TASK DETAILS
Return, from the data that follows, each line that holds the word "with".

STUDY MATERIAL
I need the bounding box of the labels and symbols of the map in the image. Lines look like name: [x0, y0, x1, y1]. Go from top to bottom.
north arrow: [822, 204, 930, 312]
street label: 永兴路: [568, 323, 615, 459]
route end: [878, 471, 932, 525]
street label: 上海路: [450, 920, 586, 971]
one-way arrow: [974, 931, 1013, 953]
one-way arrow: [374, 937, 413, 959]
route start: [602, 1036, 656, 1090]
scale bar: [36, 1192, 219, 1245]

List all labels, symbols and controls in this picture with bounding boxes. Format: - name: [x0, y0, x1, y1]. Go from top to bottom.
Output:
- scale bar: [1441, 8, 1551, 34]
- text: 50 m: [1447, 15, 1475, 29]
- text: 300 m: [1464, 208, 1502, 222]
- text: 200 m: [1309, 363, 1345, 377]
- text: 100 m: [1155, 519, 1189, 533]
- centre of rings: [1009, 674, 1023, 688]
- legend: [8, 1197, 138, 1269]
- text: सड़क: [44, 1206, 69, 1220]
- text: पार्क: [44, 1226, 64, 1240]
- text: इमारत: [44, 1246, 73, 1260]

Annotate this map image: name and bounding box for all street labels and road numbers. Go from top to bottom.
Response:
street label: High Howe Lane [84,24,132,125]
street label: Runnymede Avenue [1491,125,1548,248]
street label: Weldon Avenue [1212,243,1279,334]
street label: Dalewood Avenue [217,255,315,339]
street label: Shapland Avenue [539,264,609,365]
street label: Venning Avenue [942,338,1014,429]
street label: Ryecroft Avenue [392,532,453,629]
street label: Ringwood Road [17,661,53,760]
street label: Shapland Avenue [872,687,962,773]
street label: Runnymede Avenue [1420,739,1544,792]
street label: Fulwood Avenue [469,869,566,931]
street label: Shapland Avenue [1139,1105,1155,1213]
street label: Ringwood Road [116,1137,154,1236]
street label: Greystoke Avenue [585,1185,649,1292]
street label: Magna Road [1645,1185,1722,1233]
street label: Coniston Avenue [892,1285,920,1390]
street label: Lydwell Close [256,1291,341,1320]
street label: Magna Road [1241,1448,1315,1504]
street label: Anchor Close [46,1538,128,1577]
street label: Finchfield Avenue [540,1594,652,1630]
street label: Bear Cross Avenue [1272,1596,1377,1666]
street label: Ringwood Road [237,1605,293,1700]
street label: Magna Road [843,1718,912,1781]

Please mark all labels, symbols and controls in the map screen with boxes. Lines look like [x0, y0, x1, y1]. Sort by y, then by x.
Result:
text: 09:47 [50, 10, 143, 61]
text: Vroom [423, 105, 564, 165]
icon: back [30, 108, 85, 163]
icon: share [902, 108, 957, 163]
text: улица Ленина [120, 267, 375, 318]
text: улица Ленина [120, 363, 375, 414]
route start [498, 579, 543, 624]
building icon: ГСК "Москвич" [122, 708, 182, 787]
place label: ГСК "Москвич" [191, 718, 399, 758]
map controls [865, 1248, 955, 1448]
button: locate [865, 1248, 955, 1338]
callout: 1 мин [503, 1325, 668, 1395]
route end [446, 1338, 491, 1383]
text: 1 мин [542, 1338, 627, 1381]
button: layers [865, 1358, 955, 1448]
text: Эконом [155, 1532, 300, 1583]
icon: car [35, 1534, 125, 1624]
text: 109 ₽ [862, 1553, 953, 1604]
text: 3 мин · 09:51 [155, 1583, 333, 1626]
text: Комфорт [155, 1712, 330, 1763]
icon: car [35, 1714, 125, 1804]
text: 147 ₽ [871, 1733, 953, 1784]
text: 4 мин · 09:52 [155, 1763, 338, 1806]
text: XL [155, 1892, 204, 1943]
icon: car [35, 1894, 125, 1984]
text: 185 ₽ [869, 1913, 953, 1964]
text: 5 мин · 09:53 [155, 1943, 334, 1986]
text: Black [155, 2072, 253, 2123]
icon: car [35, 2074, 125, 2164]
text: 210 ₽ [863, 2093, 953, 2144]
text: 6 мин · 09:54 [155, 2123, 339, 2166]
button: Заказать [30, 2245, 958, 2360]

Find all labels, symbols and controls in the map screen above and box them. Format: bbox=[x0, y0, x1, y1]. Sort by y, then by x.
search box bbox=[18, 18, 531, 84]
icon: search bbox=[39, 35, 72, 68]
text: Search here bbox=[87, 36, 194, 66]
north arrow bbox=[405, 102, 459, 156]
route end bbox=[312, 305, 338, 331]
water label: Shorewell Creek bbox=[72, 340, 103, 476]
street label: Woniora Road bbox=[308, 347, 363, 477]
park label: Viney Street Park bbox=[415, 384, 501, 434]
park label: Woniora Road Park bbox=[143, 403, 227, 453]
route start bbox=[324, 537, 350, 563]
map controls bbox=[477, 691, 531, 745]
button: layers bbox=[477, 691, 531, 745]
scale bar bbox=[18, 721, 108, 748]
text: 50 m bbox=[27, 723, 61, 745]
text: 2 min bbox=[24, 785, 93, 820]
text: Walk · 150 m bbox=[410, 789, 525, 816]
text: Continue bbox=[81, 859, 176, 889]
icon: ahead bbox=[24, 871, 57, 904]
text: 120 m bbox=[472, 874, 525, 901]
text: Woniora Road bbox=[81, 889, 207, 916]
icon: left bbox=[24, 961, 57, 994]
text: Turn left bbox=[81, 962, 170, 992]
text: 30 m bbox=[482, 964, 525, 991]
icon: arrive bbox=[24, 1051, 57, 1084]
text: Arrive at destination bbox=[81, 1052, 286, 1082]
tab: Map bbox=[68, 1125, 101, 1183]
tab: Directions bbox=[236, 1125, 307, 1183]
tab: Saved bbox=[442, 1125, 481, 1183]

REPLY TO THE EXERCISE
List all labels, symbols and controls in this picture with bounding boxes. Format: - name: [x0, y0, x1, y1]. Go from top to bottom.
Please mark all labels, symbols and controls in the map screen with boxes. Lines look like [x0, y0, x1, y1]. Sort by y, then by x.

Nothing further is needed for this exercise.